→ **Data entries**
+-------+

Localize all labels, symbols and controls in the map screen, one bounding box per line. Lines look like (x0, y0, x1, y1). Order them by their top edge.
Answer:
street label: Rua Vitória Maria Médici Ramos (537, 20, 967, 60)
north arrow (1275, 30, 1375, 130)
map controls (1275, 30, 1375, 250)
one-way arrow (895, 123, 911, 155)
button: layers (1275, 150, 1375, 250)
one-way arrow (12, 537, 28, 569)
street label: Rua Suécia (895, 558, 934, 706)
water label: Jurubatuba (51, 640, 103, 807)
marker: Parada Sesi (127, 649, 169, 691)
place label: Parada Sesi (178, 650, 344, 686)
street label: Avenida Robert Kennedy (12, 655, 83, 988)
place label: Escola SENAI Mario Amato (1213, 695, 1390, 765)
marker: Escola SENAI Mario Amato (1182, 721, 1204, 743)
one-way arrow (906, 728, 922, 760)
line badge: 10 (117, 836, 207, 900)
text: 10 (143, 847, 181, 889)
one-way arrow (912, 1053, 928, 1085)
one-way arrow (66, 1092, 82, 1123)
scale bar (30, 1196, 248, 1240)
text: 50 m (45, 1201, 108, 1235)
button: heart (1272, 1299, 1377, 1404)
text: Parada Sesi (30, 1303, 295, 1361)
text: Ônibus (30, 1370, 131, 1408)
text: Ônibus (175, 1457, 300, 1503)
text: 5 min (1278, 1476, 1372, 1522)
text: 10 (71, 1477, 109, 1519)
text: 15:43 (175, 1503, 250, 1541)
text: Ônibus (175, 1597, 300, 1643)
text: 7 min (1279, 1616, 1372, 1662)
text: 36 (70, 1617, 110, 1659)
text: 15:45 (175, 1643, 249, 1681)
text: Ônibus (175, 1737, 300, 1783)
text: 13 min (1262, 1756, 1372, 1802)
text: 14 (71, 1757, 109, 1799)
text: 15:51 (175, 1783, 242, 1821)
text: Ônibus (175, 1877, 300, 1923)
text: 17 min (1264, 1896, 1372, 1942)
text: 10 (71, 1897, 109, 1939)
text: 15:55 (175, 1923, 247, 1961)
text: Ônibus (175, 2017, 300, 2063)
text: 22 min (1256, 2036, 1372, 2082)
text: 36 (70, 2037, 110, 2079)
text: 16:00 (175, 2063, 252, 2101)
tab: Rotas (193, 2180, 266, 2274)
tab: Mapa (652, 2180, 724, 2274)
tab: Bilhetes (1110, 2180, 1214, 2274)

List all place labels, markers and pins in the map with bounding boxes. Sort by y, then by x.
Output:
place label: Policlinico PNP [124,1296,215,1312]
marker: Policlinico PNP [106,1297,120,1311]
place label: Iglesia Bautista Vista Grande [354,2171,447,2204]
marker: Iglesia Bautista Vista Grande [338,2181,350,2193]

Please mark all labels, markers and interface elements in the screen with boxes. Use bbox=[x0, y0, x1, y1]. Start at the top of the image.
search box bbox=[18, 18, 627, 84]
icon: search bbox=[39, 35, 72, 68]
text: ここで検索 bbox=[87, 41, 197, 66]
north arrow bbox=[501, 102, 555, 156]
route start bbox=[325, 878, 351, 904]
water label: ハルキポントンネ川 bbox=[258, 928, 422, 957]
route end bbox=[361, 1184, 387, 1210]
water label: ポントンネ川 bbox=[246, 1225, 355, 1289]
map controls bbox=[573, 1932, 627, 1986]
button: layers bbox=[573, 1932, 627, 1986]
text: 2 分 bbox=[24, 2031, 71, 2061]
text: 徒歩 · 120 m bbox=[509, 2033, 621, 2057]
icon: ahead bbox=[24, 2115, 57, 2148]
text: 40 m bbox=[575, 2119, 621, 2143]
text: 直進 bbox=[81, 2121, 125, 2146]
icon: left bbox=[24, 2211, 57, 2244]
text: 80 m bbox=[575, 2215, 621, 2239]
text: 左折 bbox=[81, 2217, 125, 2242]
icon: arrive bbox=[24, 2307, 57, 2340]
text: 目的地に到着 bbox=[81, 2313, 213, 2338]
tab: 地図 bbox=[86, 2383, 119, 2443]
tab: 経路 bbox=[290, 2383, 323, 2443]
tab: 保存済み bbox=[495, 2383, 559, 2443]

+-------+

→ **Problem to work on**
Your task is to retype all of the records exactly.

→ **Task output**
Localize all labels, symbols and controls in the map screen, one bounding box per line. Lines look like (x0, y0, x1, y1). Order them by their top edge.
Answer:
street label: Rua Vitória Maria Médici Ramos (537, 20, 967, 60)
north arrow (1275, 30, 1375, 130)
map controls (1275, 30, 1375, 250)
one-way arrow (895, 123, 911, 155)
button: layers (1275, 150, 1375, 250)
one-way arrow (12, 537, 28, 569)
street label: Rua Suécia (895, 558, 934, 706)
water label: Jurubatuba (51, 640, 103, 807)
marker: Parada Sesi (127, 649, 169, 691)
place label: Parada Sesi (178, 650, 344, 686)
street label: Avenida Robert Kennedy (12, 655, 83, 988)
place label: Escola SENAI Mario Amato (1213, 695, 1390, 765)
marker: Escola SENAI Mario Amato (1182, 721, 1204, 743)
one-way arrow (906, 728, 922, 760)
line badge: 10 (117, 836, 207, 900)
text: 10 (143, 847, 181, 889)
one-way arrow (912, 1053, 928, 1085)
one-way arrow (66, 1092, 82, 1123)
scale bar (30, 1196, 248, 1240)
text: 50 m (45, 1201, 108, 1235)
button: heart (1272, 1299, 1377, 1404)
text: Parada Sesi (30, 1303, 295, 1361)
text: Ônibus (30, 1370, 131, 1408)
text: Ônibus (175, 1457, 300, 1503)
text: 5 min (1278, 1476, 1372, 1522)
text: 10 (71, 1477, 109, 1519)
text: 15:43 (175, 1503, 250, 1541)
text: Ônibus (175, 1597, 300, 1643)
text: 7 min (1279, 1616, 1372, 1662)
text: 36 (70, 1617, 110, 1659)
text: 15:45 (175, 1643, 249, 1681)
text: Ônibus (175, 1737, 300, 1783)
text: 13 min (1262, 1756, 1372, 1802)
text: 14 (71, 1757, 109, 1799)
text: 15:51 (175, 1783, 242, 1821)
text: Ônibus (175, 1877, 300, 1923)
text: 17 min (1264, 1896, 1372, 1942)
text: 10 (71, 1897, 109, 1939)
text: 15:55 (175, 1923, 247, 1961)
text: Ônibus (175, 2017, 300, 2063)
text: 22 min (1256, 2036, 1372, 2082)
text: 36 (70, 2037, 110, 2079)
text: 16:00 (175, 2063, 252, 2101)
tab: Rotas (193, 2180, 266, 2274)
tab: Mapa (652, 2180, 724, 2274)
tab: Bilhetes (1110, 2180, 1214, 2274)

List all place labels, markers and pins in the map with bounding boxes. Sort by y, then by x.
Output:
place label: Policlinico PNP [124,1296,215,1312]
marker: Policlinico PNP [106,1297,120,1311]
place label: Iglesia Bautista Vista Grande [354,2171,447,2204]
marker: Iglesia Bautista Vista Grande [338,2181,350,2193]

Please mark all labels, markers and interface elements in the screen with boxes. Use bbox=[x0, y0, x1, y1]. Start at the top of the image.
search box bbox=[18, 18, 627, 84]
icon: search bbox=[39, 35, 72, 68]
text: ここで検索 bbox=[87, 41, 197, 66]
north arrow bbox=[501, 102, 555, 156]
route start bbox=[325, 878, 351, 904]
water label: ハルキポントンネ川 bbox=[258, 928, 422, 957]
route end bbox=[361, 1184, 387, 1210]
water label: ポントンネ川 bbox=[246, 1225, 355, 1289]
map controls bbox=[573, 1932, 627, 1986]
button: layers bbox=[573, 1932, 627, 1986]
text: 2 分 bbox=[24, 2031, 71, 2061]
text: 徒歩 · 120 m bbox=[509, 2033, 621, 2057]
icon: ahead bbox=[24, 2115, 57, 2148]
text: 40 m bbox=[575, 2119, 621, 2143]
text: 直進 bbox=[81, 2121, 125, 2146]
icon: left bbox=[24, 2211, 57, 2244]
text: 80 m bbox=[575, 2215, 621, 2239]
text: 左折 bbox=[81, 2217, 125, 2242]
icon: arrive bbox=[24, 2307, 57, 2340]
text: 目的地に到着 bbox=[81, 2313, 213, 2338]
tab: 地図 bbox=[86, 2383, 119, 2443]
tab: 経路 bbox=[290, 2383, 323, 2443]
tab: 保存済み bbox=[495, 2383, 559, 2443]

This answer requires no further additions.